Quantum Field Theory on compact stars near the Buchdahl limit

TL;DR

This paper investigates the effects of quantum fields on extremely compact stars near the Buchdahl limit, revealing that quantum stress tensor divergences can violate energy conditions and potentially alter classical stability bounds.

Contribution

It demonstrates that quantum field effects cause stress tensor divergences near the Buchdahl limit, challenging classical stability and energy condition assumptions for compact stars.

Findings

Quantum stress tensor diverges faster than classical source at the Buchdahl limit.

Violation of Null Energy Condition occurs near the inner light ring.

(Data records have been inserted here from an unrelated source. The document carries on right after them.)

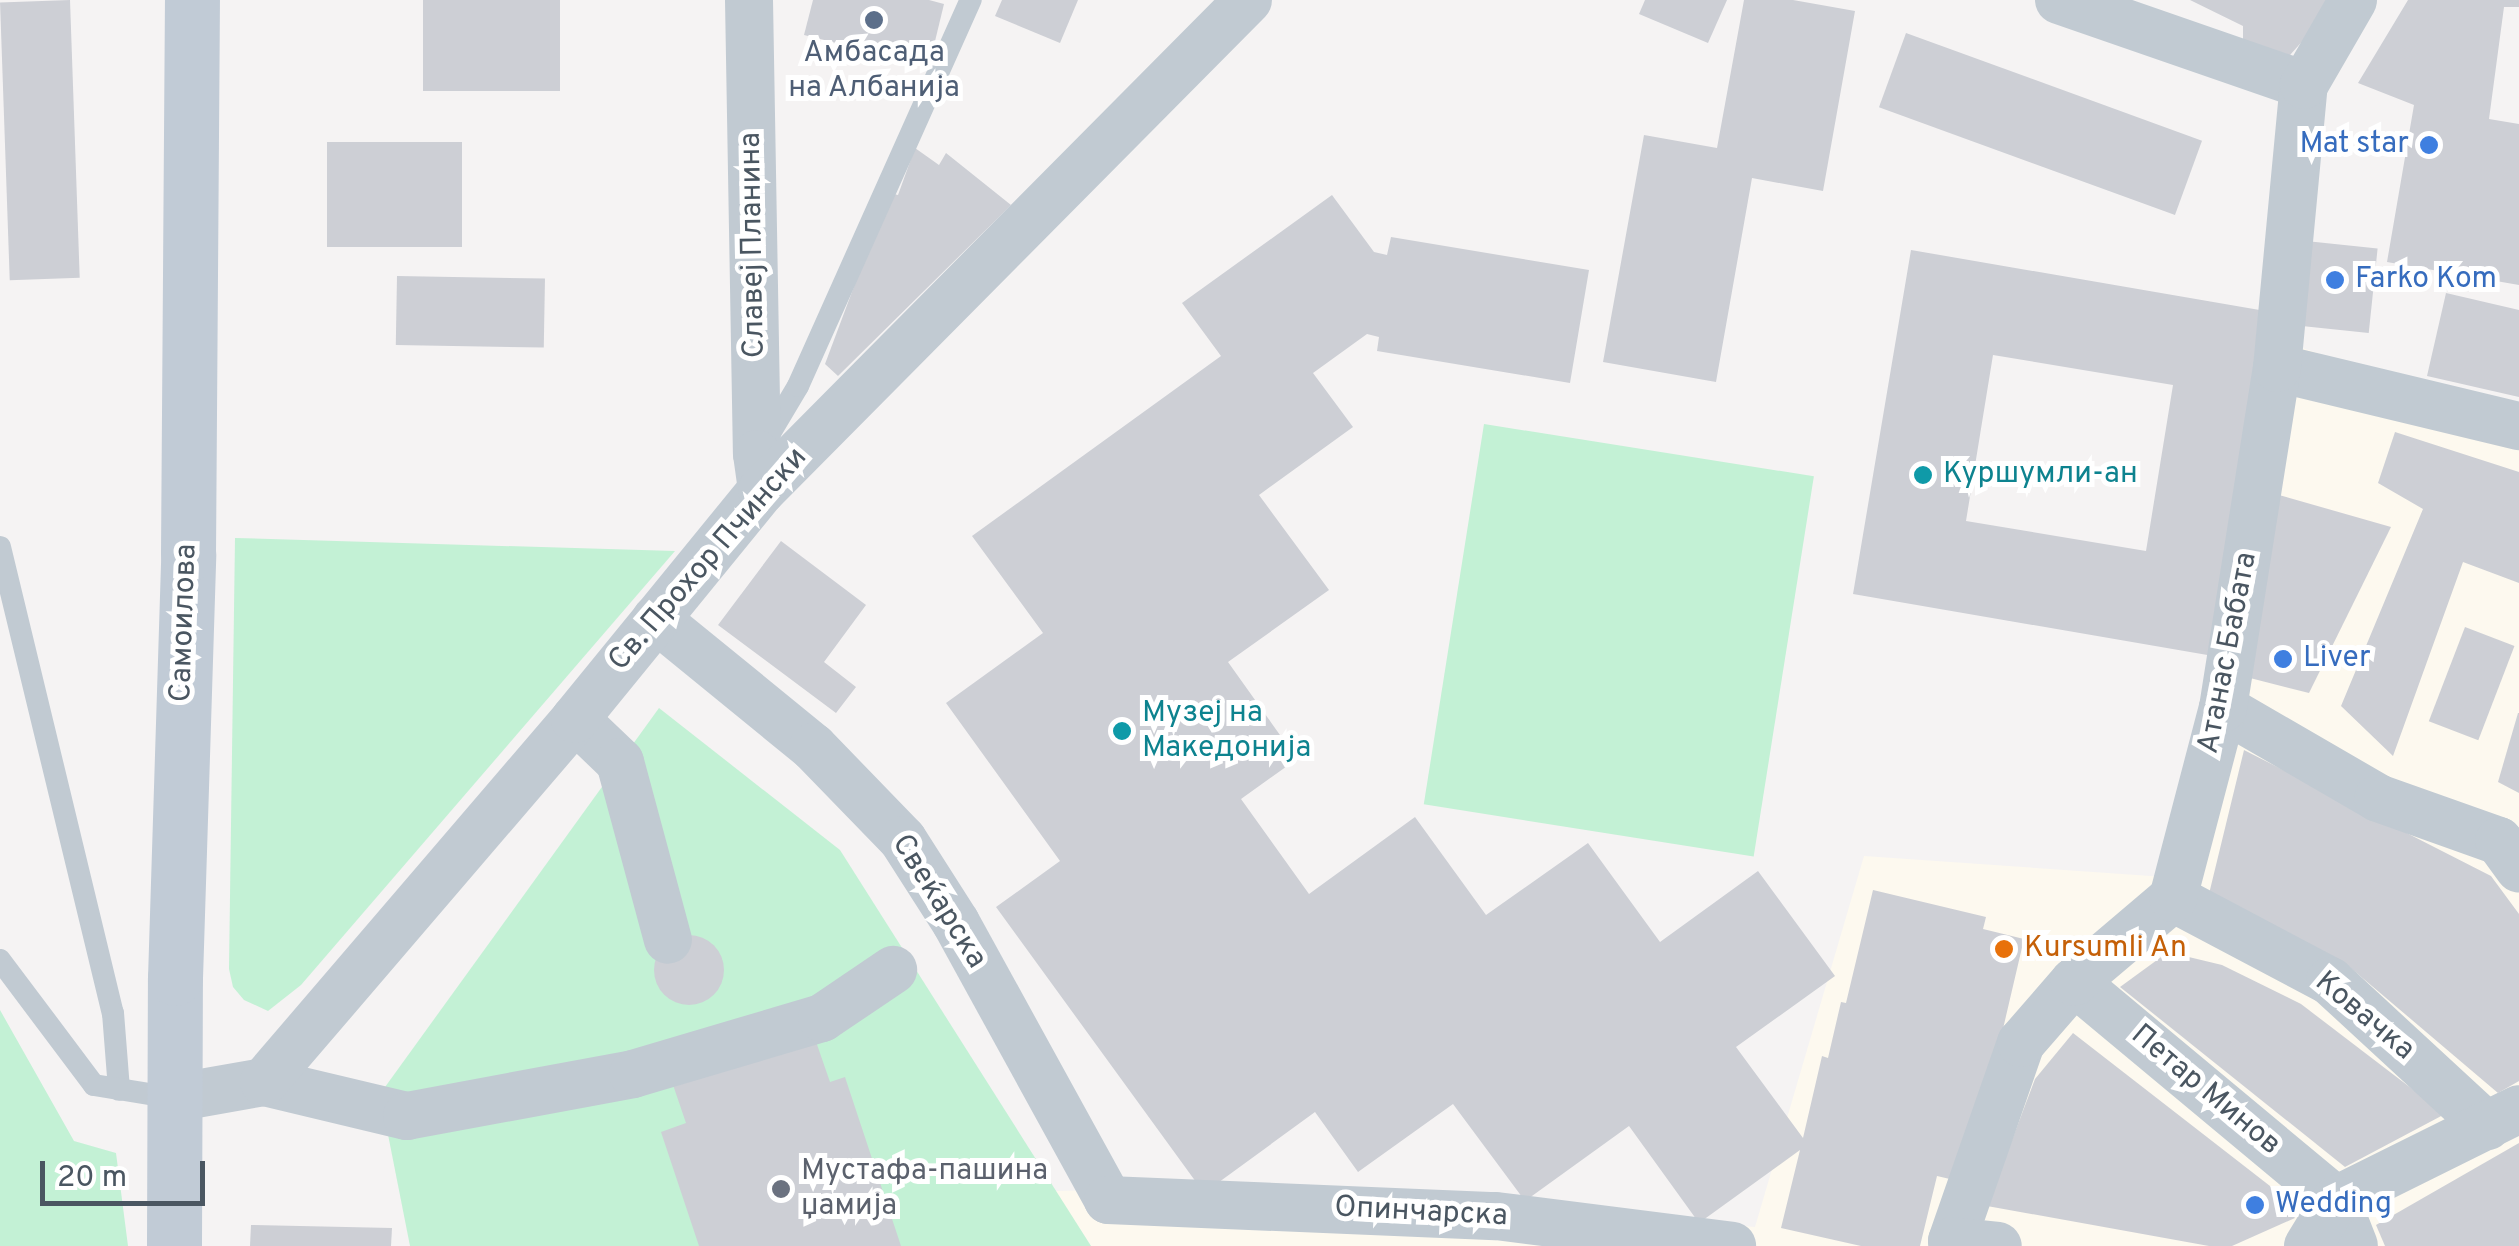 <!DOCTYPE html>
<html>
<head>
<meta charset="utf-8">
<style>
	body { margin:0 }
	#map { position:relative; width:2519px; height:1246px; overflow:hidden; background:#f5f3f3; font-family:Overpass,sans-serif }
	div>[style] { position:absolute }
	.commercial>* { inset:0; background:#fdf9ef }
	.green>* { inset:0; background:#c3f1d5; transform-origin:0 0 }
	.building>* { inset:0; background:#cdcfd5; transform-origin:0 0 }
	.round { border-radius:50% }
	.lane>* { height:22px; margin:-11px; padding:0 11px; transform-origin:11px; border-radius:11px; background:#c1cad2 }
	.street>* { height:48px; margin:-24px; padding:0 24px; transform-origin:24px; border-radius:24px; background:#c1cad2 }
	.secondary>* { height:55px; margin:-27.5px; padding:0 27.5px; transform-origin:27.5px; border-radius:27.5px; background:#c1cbd6 }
	.dots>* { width:28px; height:28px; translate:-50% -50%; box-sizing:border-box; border:5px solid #fff; border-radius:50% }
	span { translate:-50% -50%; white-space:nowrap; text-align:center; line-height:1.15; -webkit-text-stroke:10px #fff; paint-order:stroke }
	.service-label { font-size:30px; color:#4e5e75 }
	.shop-label { font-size:30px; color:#366cbe }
	.right { translate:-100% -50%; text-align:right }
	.left { translate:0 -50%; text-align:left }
	.street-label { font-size:30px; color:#4a5661 }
	.culture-label { font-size:30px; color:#0d838f }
	.food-label { font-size:30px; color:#c56008 }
	.worship-label { font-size:30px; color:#5b616d }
	.scale { position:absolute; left:40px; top:1161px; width:165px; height:45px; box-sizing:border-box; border:5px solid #4a5661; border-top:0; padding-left:12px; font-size:30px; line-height:35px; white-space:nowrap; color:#4a5661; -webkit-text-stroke:8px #fff; paint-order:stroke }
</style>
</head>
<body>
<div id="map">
	<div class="commercial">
		<div style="clip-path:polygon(2296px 346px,2519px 418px,2519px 1246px,1091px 1246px,1055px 1191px,1154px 1189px,1410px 1198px,1755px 1227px,1864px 856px,2165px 877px)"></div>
	</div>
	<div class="green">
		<div style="left:1484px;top:424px;width:334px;height:385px;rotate:9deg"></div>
		<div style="clip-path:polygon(235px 538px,675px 551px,301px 985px,268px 1011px,244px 1000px,233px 987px,229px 969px)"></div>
		<div style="clip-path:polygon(659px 708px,840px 850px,1091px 1246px,410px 1246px,380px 1094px)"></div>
		<div style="clip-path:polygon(0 1010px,74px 1141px,116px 1153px,128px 1246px,0 1246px)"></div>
	</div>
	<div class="building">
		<div style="left:70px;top:0;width:278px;height:70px;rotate:88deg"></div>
		<div style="left:423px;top:0;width:137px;height:91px"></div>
		<div style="clip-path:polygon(813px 0,929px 0,944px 4px,929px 66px,804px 35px)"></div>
		<div style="clip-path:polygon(1002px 0,1078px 0,1060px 43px,995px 16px)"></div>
		<div style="clip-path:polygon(1645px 0,1727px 0,1708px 43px,1639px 14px)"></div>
		<div style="clip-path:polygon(1744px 0,1793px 0,1855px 11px,1823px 191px,1752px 178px,1716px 382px,1603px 362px,1644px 135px,1717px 148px)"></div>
		<div style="clip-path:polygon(2190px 0,2339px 0,2281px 65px,2243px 54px,2243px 26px)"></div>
		<div style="clip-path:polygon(2408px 0,2519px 0,2519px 7px,2504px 7px,2489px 119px,2519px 124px,2519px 285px,2387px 262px,2414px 105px,2358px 83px)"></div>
		<div style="left:1906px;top:33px;width:315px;height:79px;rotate:20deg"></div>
		<div style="left:327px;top:142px;width:135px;height:105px"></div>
		<div style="clip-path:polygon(915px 148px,939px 165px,946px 153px,1011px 205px,838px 376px,825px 364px,889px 193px,898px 195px)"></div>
		<div style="clip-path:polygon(1332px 195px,1374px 252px,1387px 255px,1391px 237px,1589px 270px,1570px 383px,1377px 351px,1379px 337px,1367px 334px,1313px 373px,1353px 427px,1259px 495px,1329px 590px,1228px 662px,1297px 759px,1241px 799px,1309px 894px,1415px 817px,1486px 915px,1588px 843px,1660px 942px,1758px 871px,1835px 976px,1736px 1047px,1803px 1138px,1822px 1056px,1828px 1058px,1841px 1002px,1846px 1003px,1873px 890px,1986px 917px,1983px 929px,2024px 939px,1967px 1183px,1937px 1176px,1920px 1246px,1861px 1246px,1781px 1228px,1800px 1150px,1699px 1223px,1629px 1126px,1525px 1201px,1453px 1104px,1358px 1172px,1315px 1112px,1204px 1193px,996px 907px,1060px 861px,946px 703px,1043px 633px,972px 536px,1221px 356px,1182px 303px)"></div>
		<div style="left:2306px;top:241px;width:72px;height:85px;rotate:6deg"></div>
		<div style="clip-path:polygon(evenodd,1911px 250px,2277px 313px,2219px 657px,1853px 594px,1911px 250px,1993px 355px,2173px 385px,2146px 551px,1966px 521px,1993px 355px)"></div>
		<div style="left:397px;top:276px;width:148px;height:69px;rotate:1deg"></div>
		<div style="clip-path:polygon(2446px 293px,2519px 310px,2519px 397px,2427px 376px)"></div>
		<div style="clip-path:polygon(2395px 432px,2519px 472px,2519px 583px,2463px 562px,2393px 756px,2341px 706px,2423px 509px,2378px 483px)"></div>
		<div style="clip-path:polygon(2279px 495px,2391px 527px,2309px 693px,2250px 678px)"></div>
		<div style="clip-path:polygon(781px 541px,866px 605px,824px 662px,856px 687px,836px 713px,718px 625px)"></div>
		<div style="left:2465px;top:627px;width:53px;height:101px;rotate:21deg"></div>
		<div style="clip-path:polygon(2518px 713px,2519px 713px,2519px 793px,2498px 782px)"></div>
		<div style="clip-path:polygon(2244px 750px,2491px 876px,2519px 914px,2519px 1081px,2498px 1093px,2346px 964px,2208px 898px)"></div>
		<div class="round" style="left:654px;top:935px;width:70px;height:70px"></div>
		<div style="clip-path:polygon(2168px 952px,2222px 965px,2301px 1004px,2445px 1114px,2345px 1167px,2120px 987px)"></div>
		<div style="clip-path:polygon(813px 1033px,830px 1082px,845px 1077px,901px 1246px,699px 1246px,661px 1132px,686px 1123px,671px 1079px)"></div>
		<div style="clip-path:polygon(2073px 1033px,2270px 1186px,2295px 1218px,2232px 1246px,2209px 1246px,1987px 1206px,2035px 1079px)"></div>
		<div style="clip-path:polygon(2519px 1143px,2519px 1246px,2385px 1246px,2376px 1225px)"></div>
		<div style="clip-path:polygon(251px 1225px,392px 1228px,391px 1246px,250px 1246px)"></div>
	</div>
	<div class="lane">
		<div style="left:764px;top:443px;width:66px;rotate:-59.2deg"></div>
		<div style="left:798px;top:386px;width:423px;rotate:-65.9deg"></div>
		<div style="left:0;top:547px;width:480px;rotate:76.4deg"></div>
		<div style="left:113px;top:1013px;width:77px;rotate:85.5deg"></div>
		<div style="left:0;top:960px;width:156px;rotate:53.1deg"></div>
		<div style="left:94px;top:1085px;width:80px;rotate:9.3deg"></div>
	</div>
	<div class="street">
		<div style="left:749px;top:0;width:454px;rotate:89deg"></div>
		<div style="left:757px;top:454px;width:36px;rotate:82deg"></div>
		<div style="left:2059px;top:0;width:259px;rotate:19.1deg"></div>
		<div style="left:2277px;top:368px;width:249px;rotate:13.5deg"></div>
		<div style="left:656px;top:619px;width:203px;rotate:39.2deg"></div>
		<div style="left:813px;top:747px;width:129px;rotate:45.9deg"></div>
		<div style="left:903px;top:840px;width:98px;rotate:57.4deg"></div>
		<div style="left:956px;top:923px;width:316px;rotate:61.2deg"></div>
		<div style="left:1108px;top:1200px;width:388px;rotate:2.4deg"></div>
		<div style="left:1496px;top:1216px;width:238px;rotate:7.2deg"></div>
		<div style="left:2223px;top:708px;width:179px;rotate:30.1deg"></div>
		<div style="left:2378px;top:798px;width:128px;rotate:19.6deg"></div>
		<div style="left:2499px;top:841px;width:34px;rotate:54deg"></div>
		<div style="left:575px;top:719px;width:62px;rotate:43.7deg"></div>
		<div style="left:620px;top:762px;width:184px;rotate:74.9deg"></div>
		<div style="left:2173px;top:898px;width:178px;rotate:27.9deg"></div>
		<div style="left:2330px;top:981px;width:214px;rotate:42.7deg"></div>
		<div style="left:2074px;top:982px;width:341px;rotate:39.8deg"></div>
		<div style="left:2336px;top:1200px;width:49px;rotate:68.6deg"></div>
		<div style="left:264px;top:1082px;width:147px;rotate:13.4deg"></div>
		<div style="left:407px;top:1116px;width:230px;rotate:-10.5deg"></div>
		<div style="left:633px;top:1074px;width:197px;rotate:-16.5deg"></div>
		<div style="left:822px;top:1018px;width:86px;rotate:-34.1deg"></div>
		<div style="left:173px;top:1098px;width:92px;rotate:-10deg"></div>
		<div style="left:264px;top:1082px;width:478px;rotate:-49.4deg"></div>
		<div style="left:575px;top:719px;width:296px;rotate:-50.8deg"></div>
		<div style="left:762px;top:490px;width:690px;rotate:-45.23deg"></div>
		<div style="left:2336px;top:1200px;width:204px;rotate:-26.4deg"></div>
		<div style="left:1952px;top:1241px;width:210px;rotate:-70.8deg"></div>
		<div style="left:2021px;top:1043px;width:81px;rotate:-49deg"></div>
		<div style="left:2074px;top:982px;width:130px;rotate:-40.3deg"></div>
		<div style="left:2173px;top:898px;width:196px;rotate:-75.3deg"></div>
		<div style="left:2223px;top:708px;width:344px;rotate:-81deg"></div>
		<div style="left:2277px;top:368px;width:284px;rotate:-84.6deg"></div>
		<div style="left:2304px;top:85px;width:98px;rotate:-60deg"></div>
		<div style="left:1952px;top:1241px;width:46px;rotate:6.2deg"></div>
		<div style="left:2308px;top:1246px;width:54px;rotate:-58.7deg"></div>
	</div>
	<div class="secondary">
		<div style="left:174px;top:1246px;width:268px;rotate:-89.8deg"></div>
		<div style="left:175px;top:978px;width:424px;rotate:-88.2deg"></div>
		<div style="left:188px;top:554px;width:554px;rotate:-89.59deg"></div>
	</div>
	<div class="dots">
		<div style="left:874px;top:20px;background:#5c6f8a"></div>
		<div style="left:2429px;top:145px;background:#3f7fe0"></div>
		<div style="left:2335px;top:280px;background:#3f7fe0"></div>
		<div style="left:1923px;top:475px;background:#0f9aa8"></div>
		<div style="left:2283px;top:659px;background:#3f7fe0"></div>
		<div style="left:1122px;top:731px;background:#0f9aa8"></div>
		<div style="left:2004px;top:949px;background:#e8710a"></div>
		<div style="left:781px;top:1189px;background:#6b7280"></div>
		<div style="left:2255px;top:1205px;background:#3f7fe0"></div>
	</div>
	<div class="service-label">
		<span style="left:874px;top:71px">Амбасада<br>на Албанија</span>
	</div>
	<div class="shop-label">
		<span class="right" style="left:2409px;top:145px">Mat star</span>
		<span class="left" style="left:2355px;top:280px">Farko Kom</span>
		<span class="left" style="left:2303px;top:659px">Liver</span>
		<span class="left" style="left:2275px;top:1205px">Wedding</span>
	</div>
	<div class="street-label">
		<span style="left:754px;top:245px;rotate:-91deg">Славеј Планина</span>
		<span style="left:709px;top:560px;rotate:-49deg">Св. Прохор Пчински</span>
		<span style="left:185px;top:623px;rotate:-88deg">Самоилова</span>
		<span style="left:2229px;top:653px;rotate:-79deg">Атанас Бабата</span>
		<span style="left:938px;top:902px;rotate:58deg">Свеќарска</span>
		<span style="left:2364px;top:1017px;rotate:40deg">Ковачка</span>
		<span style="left:2205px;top:1091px;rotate:40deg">Петар Минов</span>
		<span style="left:1421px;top:1213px;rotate:3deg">Опинчарска</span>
	</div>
	<div class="culture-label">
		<span class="left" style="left:1943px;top:475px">Куршумли-ан</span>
		<span class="left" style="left:1142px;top:731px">Музеј на<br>Македонија</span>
	</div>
	<div class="food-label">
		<span class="left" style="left:2024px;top:949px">Kursumli An</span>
	</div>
	<div class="worship-label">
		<span class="left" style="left:801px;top:1189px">Мустафа-пашина<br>џамија</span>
	</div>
	<div class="scale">20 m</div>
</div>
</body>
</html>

Quantum backreaction cannot be ignored as the star approaches the Buchdahl radius.

Abstract

Very compact stars seem to be forbidden in General Relativity. While Buchdahl's theorem sets an upper bound on compactness, further no-go results rely on the existence of two light rings, the inner of which has been associated to gravitational instabilities. However, little is known about the role of quantum fields in these strong gravity regimes. Here, we consider the particularly simple model of a constant density star and we work in the probe approximation where the backreaction is ignored. We show that the trapping of modes inside the star leads the renormalized stress tensor of Conformal Field Theories to diverge faster than the classical source in the Buchdahl limit. This leads to the violation of the Null Energy Condition around the inner light ring. The backreaction of quantum fields in this regime therefore cannot be ignored. This happens as the star's surface approaches the Buchdahl radius $9GM/4$ rather than the Schwarzschild radius. The results are independent of the details of the interactions, but contain an ambiguity associated to the renormalization scheme.